## Exercise:
Begin with the first line of the entries below. Copy each line exactly, stopping after the one that contains "display:grid; grid-template-columns:26px 1fr".

[Stored data]
BEGIN

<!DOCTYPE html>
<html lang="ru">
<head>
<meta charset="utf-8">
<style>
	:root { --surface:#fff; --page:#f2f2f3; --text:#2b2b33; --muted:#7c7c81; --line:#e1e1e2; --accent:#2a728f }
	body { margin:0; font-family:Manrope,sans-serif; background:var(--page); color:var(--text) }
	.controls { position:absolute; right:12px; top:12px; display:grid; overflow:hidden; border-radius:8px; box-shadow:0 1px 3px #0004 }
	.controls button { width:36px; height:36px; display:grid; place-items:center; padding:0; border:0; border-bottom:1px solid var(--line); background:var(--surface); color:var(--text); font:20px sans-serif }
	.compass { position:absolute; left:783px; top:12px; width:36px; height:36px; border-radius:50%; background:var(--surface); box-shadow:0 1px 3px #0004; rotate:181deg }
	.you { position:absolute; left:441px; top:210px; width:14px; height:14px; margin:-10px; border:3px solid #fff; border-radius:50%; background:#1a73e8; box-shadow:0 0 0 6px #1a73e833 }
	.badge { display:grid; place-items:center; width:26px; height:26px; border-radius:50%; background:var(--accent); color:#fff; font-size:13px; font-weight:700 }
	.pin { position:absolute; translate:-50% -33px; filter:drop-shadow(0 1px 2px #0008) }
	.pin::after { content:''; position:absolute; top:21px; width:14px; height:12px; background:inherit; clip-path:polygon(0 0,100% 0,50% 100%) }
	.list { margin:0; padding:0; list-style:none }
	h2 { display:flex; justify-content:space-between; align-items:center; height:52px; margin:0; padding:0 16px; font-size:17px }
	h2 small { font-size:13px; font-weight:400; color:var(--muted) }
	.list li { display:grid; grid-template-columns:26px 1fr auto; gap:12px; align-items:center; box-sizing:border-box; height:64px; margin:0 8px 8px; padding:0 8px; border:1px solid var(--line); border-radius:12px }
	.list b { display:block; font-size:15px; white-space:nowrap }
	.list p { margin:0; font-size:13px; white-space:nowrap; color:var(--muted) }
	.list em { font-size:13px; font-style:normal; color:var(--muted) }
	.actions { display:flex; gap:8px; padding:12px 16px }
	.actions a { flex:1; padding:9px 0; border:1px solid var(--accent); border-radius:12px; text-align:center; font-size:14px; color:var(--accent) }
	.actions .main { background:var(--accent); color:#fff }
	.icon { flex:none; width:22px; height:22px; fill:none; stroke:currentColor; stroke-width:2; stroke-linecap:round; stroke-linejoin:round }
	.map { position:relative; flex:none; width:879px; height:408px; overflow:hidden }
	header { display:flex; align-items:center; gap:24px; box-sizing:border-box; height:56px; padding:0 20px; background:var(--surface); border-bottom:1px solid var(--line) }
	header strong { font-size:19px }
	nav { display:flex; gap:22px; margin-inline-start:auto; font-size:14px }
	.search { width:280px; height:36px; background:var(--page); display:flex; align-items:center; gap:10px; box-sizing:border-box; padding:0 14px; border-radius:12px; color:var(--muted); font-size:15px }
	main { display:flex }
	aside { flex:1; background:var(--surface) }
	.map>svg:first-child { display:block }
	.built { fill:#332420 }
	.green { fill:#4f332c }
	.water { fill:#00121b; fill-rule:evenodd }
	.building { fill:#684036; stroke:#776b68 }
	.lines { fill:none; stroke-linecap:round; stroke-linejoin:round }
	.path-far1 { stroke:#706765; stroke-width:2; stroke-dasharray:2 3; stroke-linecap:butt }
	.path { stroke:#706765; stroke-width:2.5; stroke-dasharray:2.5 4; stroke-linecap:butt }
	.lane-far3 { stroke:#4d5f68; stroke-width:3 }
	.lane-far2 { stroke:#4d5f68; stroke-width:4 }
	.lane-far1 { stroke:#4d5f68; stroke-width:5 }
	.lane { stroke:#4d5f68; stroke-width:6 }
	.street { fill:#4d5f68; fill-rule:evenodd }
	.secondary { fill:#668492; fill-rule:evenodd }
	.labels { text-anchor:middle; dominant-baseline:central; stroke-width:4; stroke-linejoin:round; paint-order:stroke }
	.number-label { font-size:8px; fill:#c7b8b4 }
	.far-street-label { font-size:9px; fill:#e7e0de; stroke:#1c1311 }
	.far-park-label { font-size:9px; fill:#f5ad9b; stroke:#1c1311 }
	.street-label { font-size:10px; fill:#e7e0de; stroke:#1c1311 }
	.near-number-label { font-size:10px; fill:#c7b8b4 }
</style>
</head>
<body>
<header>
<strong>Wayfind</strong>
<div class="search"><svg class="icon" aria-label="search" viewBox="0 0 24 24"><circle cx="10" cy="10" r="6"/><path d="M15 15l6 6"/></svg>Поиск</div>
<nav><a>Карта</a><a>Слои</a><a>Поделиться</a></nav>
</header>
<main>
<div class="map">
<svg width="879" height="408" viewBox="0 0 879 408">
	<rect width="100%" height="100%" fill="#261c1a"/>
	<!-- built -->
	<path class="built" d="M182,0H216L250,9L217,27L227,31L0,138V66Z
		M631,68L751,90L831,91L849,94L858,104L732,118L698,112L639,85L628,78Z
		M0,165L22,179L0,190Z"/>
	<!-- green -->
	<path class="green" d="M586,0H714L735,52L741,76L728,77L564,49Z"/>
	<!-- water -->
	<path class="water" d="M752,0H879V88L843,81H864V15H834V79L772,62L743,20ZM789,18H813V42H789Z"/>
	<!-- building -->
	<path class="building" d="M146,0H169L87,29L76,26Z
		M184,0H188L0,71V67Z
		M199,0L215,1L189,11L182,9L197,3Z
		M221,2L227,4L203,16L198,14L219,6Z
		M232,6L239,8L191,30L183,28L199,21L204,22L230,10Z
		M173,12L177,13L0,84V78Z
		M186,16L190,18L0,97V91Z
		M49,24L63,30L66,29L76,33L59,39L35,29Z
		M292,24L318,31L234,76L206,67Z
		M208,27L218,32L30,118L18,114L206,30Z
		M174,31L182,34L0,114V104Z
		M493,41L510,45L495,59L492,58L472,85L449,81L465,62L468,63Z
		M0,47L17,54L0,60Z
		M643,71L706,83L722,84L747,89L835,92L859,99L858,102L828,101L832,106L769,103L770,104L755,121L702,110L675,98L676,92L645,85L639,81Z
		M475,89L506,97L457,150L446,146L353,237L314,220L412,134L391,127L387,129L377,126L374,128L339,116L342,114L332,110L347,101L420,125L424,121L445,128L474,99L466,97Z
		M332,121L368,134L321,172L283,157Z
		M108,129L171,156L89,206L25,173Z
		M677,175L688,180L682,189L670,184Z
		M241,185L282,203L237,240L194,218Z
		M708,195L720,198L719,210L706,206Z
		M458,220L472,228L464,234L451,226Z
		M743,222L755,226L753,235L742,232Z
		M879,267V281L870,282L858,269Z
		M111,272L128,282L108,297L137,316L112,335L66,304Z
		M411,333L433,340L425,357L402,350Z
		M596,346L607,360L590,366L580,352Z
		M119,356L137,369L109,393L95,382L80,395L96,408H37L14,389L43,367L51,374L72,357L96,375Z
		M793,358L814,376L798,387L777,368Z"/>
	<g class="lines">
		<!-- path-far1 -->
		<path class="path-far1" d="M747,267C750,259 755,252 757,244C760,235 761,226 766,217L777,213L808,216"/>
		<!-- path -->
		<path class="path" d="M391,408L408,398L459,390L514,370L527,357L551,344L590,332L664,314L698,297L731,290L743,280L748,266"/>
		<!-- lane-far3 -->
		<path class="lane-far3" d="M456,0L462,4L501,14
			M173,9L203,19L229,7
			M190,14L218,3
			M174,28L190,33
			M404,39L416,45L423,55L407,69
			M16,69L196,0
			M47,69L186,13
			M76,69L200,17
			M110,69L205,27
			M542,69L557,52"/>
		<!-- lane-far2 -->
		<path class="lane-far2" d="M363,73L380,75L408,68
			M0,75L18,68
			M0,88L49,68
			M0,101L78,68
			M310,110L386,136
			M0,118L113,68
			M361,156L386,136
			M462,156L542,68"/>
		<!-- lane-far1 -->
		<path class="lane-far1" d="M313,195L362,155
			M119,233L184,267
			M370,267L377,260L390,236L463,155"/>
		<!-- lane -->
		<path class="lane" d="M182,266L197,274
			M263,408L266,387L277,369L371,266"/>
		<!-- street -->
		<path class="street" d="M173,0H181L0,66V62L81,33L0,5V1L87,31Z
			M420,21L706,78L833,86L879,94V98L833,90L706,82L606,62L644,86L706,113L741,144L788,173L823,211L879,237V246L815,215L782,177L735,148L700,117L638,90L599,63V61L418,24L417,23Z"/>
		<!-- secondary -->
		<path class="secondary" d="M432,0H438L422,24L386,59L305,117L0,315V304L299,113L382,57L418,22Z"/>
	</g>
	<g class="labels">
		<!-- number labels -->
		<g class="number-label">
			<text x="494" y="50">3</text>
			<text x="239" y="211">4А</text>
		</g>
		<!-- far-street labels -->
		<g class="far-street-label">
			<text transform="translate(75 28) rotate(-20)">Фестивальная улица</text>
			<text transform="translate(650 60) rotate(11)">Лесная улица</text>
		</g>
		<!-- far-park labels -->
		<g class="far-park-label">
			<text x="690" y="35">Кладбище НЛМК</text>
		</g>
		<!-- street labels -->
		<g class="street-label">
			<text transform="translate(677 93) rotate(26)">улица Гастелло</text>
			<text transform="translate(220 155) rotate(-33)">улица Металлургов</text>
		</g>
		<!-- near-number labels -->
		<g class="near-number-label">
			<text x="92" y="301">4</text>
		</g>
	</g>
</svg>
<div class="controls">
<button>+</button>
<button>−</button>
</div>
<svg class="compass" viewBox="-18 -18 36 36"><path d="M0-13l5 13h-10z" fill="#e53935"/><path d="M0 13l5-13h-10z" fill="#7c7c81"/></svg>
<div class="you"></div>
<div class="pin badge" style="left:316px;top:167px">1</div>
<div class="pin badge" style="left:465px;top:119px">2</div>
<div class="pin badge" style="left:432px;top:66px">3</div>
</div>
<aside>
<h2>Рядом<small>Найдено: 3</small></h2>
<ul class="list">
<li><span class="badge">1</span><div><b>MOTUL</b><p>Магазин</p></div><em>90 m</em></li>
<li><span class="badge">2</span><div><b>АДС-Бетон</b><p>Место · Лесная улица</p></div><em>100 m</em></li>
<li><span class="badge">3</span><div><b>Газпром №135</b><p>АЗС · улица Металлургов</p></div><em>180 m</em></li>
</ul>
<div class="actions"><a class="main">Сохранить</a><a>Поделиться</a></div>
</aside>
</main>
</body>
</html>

END

## Expected output:
<!DOCTYPE html>
<html lang="ru">
<head>
<meta charset="utf-8">
<style>
	:root { --surface:#fff; --page:#f2f2f3; --text:#2b2b33; --muted:#7c7c81; --line:#e1e1e2; --accent:#2a728f }
	body { margin:0; font-family:Manrope,sans-serif; background:var(--page); color:var(--text) }
	.controls { position:absolute; right:12px; top:12px; display:grid; overflow:hidden; border-radius:8px; box-shadow:0 1px 3px #0004 }
	.controls button { width:36px; height:36px; display:grid; place-items:center; padding:0; border:0; border-bottom:1px solid var(--line); background:var(--surface); color:var(--text); font:20px sans-serif }
	.compass { position:absolute; left:783px; top:12px; width:36px; height:36px; border-radius:50%; background:var(--surface); box-shadow:0 1px 3px #0004; rotate:181deg }
	.you { position:absolute; left:441px; top:210px; width:14px; height:14px; margin:-10px; border:3px solid #fff; border-radius:50%; background:#1a73e8; box-shadow:0 0 0 6px #1a73e833 }
	.badge { display:grid; place-items:center; width:26px; height:26px; border-radius:50%; background:var(--accent); color:#fff; font-size:13px; font-weight:700 }
	.pin { position:absolute; translate:-50% -33px; filter:drop-shadow(0 1px 2px #0008) }
	.pin::after { content:''; position:absolute; top:21px; width:14px; height:12px; background:inherit; clip-path:polygon(0 0,100% 0,50% 100%) }
	.list { margin:0; padding:0; list-style:none }
	h2 { display:flex; justify-content:space-between; align-items:center; height:52px; margin:0; padding:0 16px; font-size:17px }
	h2 small { font-size:13px; font-weight:400; color:var(--muted) }
	.list li { display:grid; grid-template-columns:26px 1fr auto; gap:12px; align-items:center; box-sizing:border-box; height:64px; margin:0 8px 8px; padding:0 8px; border:1px solid var(--line); border-radius:12px }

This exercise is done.